As Blowfly, with his songs like “Rapp Dirty” and “The Incredible Fulk,” Reid created the blueprint for what rap and hip-hop would become. His records as Blowfly would influence people like Snoop Dogg and Chuck D, and his songs are sampled in many rap songs.
Tom Bowker, Reid’s drummer and manager, describes a Blowfly show as “high energy” and unique.
“The music is funky. We put on a show,” he said. “We lay it on the floor, when people see it they love it. Sometimes they might see us by accident.
We played this show in Vancouver, and a bunch of 20-year-old kids kind of lost it, because they’ve never seen anything like it, because there is nothing else like it.
“He’s got more charisma than anyone alive. People go ‘aw he’s old and fragile.’ No. He screams louder than any metal singer that ever existed. He’s got all the energy in the world.”

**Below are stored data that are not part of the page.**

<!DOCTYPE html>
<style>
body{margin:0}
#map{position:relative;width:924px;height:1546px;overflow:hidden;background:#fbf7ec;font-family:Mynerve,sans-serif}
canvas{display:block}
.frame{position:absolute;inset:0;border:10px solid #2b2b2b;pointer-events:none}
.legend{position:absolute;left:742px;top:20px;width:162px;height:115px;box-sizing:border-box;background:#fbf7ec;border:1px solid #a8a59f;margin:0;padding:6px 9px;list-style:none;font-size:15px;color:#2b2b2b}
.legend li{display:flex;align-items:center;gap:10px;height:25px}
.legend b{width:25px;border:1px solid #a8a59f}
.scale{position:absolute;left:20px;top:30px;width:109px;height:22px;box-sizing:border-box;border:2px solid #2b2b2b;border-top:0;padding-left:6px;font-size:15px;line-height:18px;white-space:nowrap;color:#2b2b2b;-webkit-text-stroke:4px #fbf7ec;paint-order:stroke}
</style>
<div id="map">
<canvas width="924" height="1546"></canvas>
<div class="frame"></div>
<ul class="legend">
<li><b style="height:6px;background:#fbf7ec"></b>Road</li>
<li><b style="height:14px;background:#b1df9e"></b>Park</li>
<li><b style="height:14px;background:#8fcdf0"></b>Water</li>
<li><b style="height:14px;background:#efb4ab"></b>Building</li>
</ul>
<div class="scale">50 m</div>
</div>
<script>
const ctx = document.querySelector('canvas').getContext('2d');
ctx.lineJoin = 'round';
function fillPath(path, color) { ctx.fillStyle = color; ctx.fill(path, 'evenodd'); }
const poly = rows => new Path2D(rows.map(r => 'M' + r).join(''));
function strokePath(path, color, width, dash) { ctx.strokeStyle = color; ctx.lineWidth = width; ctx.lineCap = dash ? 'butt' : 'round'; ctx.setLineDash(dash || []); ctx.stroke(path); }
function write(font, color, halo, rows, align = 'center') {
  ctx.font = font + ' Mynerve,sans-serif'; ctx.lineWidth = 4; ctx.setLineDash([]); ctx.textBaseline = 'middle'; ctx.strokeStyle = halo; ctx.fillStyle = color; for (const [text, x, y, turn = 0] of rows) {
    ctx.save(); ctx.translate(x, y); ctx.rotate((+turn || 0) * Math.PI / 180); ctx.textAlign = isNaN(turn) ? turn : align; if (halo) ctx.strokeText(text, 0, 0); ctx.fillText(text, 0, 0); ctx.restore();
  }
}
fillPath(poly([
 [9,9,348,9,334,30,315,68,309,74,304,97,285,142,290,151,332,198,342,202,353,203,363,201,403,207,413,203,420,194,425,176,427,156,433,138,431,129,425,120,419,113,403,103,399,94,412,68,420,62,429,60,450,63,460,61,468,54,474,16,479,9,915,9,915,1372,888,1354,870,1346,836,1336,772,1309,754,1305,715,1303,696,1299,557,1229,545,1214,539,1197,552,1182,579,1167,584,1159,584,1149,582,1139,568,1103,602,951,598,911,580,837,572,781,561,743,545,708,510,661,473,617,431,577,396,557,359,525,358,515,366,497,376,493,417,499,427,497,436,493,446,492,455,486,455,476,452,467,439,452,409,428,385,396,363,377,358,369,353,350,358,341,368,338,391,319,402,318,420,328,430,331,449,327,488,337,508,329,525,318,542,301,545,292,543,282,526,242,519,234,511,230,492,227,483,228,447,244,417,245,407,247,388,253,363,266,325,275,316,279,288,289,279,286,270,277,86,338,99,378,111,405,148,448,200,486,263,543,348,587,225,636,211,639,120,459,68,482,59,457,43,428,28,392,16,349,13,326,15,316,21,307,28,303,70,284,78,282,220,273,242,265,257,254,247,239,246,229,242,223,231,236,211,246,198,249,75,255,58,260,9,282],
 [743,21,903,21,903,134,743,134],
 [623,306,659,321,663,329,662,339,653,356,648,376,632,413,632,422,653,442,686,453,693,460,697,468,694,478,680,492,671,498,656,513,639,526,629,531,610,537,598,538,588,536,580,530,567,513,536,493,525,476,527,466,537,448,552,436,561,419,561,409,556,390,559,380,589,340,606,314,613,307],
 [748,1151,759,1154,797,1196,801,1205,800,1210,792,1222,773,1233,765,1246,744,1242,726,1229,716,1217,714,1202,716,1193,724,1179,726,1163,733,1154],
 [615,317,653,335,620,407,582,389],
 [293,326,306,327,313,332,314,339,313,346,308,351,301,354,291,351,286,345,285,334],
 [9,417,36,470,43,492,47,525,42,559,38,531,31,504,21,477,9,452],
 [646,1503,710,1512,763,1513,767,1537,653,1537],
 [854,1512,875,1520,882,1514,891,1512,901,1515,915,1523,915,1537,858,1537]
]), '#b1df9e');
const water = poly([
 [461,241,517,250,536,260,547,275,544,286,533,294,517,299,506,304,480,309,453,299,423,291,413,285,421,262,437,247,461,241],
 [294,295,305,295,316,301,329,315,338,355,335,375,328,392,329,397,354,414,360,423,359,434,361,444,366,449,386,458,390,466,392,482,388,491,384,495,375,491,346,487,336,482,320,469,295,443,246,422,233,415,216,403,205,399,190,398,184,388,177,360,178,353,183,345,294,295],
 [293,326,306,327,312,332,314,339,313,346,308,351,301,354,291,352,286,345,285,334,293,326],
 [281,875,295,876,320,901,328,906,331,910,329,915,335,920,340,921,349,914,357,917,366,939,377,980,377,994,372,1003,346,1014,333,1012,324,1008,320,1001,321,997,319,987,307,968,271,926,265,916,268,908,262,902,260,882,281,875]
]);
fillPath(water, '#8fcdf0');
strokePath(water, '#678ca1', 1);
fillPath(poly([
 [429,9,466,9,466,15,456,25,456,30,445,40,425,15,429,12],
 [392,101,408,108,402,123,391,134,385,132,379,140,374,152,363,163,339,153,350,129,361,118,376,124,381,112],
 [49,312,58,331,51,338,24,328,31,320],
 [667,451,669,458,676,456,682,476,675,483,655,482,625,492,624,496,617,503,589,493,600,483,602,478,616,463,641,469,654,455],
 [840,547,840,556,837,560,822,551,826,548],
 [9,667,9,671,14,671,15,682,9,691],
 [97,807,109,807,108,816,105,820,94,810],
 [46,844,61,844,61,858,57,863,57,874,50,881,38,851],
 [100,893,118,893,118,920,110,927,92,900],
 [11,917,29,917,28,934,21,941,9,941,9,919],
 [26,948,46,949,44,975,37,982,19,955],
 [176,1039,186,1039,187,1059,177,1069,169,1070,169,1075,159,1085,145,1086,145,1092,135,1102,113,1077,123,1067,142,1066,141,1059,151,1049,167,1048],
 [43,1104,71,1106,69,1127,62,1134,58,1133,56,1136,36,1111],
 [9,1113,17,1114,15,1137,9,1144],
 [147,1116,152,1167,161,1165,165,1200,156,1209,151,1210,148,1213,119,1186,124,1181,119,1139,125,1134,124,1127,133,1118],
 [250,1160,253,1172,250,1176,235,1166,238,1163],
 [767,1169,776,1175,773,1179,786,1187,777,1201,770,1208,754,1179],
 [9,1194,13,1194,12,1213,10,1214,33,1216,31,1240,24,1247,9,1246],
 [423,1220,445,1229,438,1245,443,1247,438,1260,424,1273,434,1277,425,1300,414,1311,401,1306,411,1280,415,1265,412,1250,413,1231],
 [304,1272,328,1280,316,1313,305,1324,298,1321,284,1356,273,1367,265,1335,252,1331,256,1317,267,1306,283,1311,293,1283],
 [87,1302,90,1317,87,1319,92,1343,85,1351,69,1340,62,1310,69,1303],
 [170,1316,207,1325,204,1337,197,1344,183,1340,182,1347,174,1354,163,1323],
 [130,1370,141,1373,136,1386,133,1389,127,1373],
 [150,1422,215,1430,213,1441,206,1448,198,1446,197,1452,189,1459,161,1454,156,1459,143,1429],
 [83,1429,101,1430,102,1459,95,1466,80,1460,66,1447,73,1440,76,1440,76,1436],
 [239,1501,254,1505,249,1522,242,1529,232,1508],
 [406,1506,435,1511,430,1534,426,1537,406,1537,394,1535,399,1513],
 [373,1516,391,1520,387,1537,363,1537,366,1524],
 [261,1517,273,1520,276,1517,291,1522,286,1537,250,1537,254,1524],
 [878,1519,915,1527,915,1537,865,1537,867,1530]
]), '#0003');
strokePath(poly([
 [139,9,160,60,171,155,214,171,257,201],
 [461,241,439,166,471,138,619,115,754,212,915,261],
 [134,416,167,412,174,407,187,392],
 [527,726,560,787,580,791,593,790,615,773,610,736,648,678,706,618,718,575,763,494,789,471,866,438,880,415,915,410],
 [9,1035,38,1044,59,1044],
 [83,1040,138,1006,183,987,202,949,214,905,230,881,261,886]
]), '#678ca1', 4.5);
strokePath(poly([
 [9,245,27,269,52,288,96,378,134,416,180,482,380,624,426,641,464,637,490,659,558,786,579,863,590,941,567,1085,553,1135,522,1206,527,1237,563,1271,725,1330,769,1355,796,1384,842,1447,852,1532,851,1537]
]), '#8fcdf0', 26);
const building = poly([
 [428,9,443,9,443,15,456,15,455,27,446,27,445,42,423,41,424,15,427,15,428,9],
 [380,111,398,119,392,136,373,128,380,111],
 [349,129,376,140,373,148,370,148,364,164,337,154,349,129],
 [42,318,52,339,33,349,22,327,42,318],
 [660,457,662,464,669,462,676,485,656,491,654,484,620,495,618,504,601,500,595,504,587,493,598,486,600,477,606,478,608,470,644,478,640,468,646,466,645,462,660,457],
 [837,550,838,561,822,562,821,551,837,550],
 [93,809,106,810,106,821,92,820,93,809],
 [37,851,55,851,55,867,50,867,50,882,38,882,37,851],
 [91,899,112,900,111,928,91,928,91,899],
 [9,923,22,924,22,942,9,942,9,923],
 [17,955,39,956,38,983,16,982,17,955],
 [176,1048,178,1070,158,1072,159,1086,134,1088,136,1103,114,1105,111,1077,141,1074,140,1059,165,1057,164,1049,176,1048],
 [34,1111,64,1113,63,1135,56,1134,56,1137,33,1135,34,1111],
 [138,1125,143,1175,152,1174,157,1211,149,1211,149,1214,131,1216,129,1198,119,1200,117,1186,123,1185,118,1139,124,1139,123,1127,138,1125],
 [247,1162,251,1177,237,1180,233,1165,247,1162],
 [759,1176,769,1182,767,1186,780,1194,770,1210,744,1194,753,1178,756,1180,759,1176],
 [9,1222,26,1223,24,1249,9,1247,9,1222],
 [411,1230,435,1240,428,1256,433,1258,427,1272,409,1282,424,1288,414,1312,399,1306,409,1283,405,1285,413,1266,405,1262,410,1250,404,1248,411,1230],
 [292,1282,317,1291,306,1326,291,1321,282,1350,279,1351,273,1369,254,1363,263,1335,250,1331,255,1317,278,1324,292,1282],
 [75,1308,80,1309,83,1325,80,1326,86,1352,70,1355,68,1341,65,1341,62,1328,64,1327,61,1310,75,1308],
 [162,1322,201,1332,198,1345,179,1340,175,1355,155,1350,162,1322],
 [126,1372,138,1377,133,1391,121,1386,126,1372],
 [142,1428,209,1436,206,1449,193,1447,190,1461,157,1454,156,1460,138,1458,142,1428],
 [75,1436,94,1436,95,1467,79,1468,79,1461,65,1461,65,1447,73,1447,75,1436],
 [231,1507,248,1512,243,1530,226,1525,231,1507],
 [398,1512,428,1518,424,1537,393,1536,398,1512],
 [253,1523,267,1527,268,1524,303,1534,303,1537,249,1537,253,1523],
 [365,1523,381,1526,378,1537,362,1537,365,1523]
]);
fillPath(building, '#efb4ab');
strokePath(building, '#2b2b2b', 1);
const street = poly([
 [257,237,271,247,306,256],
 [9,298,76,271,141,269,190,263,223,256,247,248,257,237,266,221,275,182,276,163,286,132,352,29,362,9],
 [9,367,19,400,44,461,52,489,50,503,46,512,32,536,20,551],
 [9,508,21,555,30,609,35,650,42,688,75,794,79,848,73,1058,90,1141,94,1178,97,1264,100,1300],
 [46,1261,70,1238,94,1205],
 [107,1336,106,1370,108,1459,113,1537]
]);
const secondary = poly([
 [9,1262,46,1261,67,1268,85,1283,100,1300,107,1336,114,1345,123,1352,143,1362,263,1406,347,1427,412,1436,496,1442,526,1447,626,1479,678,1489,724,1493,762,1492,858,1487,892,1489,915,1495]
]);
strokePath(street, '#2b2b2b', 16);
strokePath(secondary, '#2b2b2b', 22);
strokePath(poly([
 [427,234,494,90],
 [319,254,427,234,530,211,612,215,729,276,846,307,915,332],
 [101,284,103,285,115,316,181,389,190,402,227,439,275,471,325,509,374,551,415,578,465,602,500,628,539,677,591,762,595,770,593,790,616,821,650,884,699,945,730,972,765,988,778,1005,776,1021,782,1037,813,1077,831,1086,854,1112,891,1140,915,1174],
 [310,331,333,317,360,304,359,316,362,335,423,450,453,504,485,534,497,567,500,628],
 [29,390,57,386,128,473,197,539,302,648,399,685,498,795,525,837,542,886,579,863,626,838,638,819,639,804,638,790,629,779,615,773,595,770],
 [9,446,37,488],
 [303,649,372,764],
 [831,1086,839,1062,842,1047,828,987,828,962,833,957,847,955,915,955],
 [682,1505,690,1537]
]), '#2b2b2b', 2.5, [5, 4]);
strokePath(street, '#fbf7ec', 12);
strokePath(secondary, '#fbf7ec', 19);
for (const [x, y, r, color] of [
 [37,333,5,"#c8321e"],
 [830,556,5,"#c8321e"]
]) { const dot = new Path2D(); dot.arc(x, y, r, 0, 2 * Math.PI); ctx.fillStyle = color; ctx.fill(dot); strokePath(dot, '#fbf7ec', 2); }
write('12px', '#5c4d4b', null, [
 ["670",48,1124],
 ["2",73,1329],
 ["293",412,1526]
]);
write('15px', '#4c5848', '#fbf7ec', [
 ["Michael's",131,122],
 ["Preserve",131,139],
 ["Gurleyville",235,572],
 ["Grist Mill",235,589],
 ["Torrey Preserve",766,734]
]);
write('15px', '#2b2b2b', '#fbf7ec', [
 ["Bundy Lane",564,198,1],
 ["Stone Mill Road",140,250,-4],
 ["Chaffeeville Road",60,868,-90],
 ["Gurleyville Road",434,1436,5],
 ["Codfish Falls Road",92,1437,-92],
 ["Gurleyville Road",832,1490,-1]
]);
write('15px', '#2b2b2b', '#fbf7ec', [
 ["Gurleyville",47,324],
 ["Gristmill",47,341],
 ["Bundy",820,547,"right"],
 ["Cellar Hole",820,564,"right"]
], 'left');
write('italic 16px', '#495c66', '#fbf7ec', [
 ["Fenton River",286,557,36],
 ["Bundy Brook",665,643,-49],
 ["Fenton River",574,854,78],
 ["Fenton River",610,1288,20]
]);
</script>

Reid is in his 70s, but anything can happen at a Blowfly show, and it’s nothing Blowfly can’t handle. It’s Bowker’s favorite thing about playing with Reid. He described a show in Australia that typifies the unpredictable nature of the shows.
“The show was strange. There was a seven-foot tall guy who dressed as the pope. There was another guy dressed as Duff Man [a character from “The Simpsons”]. Then this girl jumps on stage, and starts wrestling with the microphone with Clarence,” Bowker said.
“They’re wrestling for the microphone, and she flies off the stage and lands magically on a couch, and Clarence looks over doesn’t miss a beat and says ‘is the pussy OK?’ That was amazing. The show had to take a two-minute break because I was laughing too hard. It never gets old.”
Phil Iacopetti, who came to the show with his wife Angela, listened to Blowfly records as a child and was reminded of him by the recently released film “The Weird World of Blowfly.” He was impressed by what he saw in the film.
“I’m completely enamored by the guy, because he had enough energy and life to give back and let people enjoy his creative self,” Iacopetti said.